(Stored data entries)

■ ■ ■ ■ ■

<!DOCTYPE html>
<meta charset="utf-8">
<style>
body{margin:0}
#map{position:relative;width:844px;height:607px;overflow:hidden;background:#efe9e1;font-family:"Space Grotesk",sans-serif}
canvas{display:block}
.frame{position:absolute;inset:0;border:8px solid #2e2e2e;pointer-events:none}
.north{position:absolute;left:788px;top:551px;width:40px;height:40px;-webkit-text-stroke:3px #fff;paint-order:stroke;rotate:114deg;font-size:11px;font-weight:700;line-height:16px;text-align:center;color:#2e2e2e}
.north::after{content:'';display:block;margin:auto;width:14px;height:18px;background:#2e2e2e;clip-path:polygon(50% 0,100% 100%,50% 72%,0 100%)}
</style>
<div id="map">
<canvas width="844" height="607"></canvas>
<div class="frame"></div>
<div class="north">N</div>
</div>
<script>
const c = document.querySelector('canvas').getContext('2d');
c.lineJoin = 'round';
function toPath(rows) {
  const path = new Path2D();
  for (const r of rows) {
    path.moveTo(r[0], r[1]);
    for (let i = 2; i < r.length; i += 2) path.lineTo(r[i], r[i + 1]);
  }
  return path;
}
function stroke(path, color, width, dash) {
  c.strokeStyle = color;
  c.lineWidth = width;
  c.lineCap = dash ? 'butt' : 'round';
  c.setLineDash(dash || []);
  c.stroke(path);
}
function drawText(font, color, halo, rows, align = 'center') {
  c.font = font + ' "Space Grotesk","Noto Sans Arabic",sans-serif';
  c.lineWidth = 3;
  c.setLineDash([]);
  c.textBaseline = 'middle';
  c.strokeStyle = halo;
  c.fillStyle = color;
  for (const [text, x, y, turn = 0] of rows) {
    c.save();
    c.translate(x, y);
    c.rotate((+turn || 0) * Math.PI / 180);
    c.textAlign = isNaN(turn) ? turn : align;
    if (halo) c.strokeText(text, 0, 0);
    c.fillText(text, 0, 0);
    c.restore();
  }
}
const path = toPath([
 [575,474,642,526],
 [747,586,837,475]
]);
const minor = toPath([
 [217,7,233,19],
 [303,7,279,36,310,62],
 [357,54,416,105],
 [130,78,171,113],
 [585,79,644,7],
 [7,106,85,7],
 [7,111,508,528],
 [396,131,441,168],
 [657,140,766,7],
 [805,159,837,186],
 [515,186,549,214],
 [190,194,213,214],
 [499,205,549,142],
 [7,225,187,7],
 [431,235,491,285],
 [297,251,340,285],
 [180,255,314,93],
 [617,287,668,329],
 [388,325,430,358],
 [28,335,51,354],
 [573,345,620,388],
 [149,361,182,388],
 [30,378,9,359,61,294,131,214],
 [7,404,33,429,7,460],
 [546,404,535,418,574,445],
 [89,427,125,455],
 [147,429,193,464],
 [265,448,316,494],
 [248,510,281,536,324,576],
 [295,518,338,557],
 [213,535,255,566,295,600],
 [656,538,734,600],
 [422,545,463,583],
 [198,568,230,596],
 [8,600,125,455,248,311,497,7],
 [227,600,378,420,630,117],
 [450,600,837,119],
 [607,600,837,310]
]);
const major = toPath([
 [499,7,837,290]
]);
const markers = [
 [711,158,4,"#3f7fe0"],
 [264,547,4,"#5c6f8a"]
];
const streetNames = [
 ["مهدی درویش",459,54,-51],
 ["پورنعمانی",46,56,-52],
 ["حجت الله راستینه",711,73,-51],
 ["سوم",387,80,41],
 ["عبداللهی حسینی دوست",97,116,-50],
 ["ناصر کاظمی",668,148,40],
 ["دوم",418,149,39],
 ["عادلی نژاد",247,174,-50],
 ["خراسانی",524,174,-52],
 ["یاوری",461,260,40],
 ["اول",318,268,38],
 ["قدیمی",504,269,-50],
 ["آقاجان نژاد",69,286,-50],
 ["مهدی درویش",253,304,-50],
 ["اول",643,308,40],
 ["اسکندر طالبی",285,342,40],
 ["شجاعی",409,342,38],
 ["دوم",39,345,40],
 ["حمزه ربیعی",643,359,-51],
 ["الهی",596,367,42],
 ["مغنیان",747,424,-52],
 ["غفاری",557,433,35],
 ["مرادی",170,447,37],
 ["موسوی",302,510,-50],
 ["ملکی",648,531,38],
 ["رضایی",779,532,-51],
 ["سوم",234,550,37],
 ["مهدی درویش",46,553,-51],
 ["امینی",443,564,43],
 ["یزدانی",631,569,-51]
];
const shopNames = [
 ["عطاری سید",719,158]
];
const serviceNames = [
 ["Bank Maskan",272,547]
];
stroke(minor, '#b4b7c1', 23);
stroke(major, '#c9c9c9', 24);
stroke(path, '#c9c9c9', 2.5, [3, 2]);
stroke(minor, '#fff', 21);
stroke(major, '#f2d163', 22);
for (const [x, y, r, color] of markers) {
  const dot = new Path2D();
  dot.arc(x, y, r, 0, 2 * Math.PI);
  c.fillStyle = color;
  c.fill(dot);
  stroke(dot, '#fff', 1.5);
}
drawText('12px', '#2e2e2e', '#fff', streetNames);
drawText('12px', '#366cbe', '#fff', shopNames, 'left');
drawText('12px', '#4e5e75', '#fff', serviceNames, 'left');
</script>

■ ■ ■ ■ ■

To do:
Pull out the lines above in which the word "strokeStyle" appears.

Written response:
  c.strokeStyle = color;
  c.strokeStyle = halo;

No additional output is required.